How to choose a factoring service

When it comes to selecting the right factoring service for you, Perl said that first you should consider your business's needs. 

"It'simportant to evaluate your needs and your company before just calling any factor because if your business does a lot of importing for exporting, there will be only a few factors able to handle this type of transaction smoothly and with experience," Perl said. "Small businesses need to have a global perspective and know if their business needs these items in the future as well."

Beyond just evaluating the needs of your business, you should also make sure that your factoring service has experience dealing with your particular industry.
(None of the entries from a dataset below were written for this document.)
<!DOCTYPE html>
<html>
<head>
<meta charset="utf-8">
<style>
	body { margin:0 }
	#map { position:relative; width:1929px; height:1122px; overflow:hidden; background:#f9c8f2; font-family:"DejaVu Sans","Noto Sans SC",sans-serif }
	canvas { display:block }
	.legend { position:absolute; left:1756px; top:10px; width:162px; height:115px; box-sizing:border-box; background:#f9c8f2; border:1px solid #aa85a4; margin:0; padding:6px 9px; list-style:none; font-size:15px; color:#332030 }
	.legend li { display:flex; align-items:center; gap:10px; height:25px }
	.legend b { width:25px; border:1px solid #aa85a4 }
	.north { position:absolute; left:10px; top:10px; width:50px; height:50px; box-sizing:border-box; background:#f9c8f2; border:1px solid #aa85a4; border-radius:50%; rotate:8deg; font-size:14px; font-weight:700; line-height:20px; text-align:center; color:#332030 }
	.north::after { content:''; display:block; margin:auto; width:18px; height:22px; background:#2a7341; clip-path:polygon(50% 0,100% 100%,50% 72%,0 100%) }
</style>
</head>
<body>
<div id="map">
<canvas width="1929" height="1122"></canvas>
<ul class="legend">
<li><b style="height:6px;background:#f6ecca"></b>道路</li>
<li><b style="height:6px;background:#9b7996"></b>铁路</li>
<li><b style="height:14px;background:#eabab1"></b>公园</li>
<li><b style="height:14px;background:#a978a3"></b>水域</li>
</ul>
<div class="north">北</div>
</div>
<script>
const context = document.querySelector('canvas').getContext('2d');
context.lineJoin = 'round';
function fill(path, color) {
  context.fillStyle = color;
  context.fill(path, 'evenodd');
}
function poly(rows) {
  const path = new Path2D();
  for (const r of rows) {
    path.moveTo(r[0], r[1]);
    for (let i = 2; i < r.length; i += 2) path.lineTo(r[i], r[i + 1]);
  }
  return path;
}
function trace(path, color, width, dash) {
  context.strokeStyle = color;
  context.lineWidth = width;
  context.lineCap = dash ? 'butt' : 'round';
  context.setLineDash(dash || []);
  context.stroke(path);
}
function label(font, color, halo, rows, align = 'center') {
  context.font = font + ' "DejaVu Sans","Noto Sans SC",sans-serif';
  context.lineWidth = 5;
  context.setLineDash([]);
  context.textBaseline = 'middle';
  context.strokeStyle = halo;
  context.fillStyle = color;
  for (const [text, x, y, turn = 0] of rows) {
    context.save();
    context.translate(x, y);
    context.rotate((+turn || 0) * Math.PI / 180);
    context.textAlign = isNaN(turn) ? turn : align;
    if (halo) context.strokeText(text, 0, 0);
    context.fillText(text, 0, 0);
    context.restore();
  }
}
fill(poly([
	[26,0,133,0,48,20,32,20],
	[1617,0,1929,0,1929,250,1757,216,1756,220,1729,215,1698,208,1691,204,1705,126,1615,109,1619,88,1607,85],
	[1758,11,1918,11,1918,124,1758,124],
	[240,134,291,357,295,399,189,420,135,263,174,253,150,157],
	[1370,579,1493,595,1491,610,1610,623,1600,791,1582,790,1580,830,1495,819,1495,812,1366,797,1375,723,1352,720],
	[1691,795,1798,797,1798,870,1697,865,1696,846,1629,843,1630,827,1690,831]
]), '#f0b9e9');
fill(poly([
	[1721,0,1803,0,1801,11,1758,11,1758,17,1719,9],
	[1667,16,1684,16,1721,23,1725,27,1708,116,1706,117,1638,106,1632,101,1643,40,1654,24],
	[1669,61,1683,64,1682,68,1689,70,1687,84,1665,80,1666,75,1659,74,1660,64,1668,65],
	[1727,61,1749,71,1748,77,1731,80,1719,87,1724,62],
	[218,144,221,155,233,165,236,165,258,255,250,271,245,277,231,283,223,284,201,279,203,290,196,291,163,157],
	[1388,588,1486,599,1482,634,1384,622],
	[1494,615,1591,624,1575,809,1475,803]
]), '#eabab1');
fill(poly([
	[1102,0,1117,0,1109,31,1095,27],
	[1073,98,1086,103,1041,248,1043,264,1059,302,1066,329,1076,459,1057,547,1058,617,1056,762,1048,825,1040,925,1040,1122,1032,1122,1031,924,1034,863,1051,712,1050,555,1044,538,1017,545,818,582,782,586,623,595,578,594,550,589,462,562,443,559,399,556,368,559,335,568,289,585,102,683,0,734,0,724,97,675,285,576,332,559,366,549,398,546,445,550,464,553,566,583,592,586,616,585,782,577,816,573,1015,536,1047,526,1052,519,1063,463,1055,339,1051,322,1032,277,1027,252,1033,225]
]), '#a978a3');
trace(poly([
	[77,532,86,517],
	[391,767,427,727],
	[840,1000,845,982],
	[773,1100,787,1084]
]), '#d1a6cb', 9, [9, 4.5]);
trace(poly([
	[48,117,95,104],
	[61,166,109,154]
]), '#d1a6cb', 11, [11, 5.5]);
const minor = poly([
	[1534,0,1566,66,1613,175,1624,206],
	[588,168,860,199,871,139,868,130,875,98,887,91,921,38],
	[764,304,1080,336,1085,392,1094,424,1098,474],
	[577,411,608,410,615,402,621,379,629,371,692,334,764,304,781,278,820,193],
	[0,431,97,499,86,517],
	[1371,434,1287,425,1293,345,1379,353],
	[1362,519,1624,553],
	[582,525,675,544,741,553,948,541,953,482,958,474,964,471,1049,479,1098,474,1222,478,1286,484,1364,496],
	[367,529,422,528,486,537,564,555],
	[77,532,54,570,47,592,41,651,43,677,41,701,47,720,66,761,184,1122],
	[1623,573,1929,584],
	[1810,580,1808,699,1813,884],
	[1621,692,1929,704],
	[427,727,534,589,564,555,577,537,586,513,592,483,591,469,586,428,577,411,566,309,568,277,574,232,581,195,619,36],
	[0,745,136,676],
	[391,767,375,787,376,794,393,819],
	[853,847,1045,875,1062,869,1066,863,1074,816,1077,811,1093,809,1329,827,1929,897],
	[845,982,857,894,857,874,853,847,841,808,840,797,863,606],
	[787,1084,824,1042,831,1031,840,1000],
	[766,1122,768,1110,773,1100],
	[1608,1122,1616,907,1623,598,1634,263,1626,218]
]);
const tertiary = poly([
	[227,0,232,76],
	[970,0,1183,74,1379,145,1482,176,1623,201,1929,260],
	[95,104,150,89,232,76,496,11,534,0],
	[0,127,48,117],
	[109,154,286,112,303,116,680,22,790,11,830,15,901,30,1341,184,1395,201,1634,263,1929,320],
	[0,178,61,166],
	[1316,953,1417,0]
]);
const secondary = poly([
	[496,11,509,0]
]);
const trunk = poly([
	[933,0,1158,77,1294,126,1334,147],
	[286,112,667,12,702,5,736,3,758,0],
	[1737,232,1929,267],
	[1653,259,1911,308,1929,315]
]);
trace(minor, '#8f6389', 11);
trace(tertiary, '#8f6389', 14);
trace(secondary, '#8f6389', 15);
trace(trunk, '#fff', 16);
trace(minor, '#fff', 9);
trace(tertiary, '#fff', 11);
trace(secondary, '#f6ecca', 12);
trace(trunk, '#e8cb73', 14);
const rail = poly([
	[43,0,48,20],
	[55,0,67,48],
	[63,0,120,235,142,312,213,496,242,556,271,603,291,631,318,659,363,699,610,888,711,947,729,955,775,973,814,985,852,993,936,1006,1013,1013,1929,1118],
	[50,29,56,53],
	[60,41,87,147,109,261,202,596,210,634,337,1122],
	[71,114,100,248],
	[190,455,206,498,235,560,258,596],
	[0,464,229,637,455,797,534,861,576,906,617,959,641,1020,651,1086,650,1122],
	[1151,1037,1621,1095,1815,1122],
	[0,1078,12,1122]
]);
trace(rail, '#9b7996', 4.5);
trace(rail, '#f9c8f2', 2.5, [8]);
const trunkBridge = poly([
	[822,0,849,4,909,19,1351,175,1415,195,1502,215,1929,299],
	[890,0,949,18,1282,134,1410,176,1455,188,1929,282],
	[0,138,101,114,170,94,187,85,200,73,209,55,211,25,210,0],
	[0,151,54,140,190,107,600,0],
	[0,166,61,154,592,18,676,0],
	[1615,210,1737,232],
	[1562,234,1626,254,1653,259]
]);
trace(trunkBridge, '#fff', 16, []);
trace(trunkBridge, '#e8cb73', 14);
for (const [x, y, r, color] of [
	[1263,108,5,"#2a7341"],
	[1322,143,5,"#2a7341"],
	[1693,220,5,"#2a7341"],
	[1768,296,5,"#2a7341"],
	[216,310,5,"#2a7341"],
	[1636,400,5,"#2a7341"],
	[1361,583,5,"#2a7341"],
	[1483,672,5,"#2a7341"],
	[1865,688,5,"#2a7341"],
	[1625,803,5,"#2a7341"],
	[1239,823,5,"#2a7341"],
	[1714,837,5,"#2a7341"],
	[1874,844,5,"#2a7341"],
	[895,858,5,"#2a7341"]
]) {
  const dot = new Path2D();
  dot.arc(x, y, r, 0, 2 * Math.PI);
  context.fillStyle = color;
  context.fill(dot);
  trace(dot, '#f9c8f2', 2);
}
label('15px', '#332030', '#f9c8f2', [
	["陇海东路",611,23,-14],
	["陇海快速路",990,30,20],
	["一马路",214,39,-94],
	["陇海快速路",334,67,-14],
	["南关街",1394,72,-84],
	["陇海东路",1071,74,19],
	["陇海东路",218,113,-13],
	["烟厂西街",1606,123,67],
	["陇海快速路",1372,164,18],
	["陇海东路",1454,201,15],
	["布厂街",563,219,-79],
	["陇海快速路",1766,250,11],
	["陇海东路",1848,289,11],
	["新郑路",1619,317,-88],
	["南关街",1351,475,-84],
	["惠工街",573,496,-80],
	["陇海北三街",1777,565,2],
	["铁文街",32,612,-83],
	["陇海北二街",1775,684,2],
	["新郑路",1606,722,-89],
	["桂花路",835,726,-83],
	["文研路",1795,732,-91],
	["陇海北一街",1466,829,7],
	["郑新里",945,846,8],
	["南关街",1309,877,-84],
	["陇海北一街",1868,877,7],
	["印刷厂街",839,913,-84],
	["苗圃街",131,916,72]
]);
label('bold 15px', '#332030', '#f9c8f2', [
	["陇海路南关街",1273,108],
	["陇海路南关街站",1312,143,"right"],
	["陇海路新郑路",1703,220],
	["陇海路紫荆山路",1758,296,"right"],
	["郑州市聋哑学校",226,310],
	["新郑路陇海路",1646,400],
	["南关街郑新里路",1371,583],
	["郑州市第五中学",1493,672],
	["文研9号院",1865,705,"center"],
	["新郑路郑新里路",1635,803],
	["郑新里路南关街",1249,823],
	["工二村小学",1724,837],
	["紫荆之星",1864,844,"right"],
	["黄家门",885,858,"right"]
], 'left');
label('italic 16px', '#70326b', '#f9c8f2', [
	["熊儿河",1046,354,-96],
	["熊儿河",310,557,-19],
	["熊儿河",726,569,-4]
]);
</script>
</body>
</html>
Don't settle for a one-size-fits-all lender, Applegate warned.

"A jack-of-all-trades is a master of none. When you want the best results, you go to a specialist, not someone who dabbles in a little bit of everything." Applegate said.

Applegate also said that business owners should be sure that the factoring service they choose is customer-service oriented. Look for a factoring company that will treat you as a partner and maintain a high level of customer service when dealing with your clients and customers, he advised.

And when it comes to your relationship with your lender, Perl said it's important to be able to meet with your potential factoring service.

"Invoice factoring is very relationship-driven and your business could have large benefits if the factor really knows you and your staff," Perl said, adding that you should talk to management – not just sales staff – and make sure you're really comfortable with the company.

Before you select a factor

Thinking about using a factoring service? Before you decide to pursue factoring or choose a lender, our experts said you should ask yourself these 10 questions:

  • Are we having cash flow problems?
  • Is our business too new to qualify for traditional lending?
  • Do we have a gross margin over 20 percent?
  • Do we need factoring year-round or seasonally?
  • Do we need a lot of capital, or just small advances?
  • Can our current lender keep up with our growth?
  • Does this factoring service's terms meet our needs?
  • Is this factoring service experienced in our specific industry?
  • Do we feel comfortable trusting this lender/factoring service?
  • What level of service can we (and our customers) expect from this factoring company?

Your answers to these questions should help you determine what your funding needs are and whether or not a factoring service can help you meet those needs. If factoring sounds like the right option for your business, be sure to consider your research as well as your responses to find the best factoring service for you.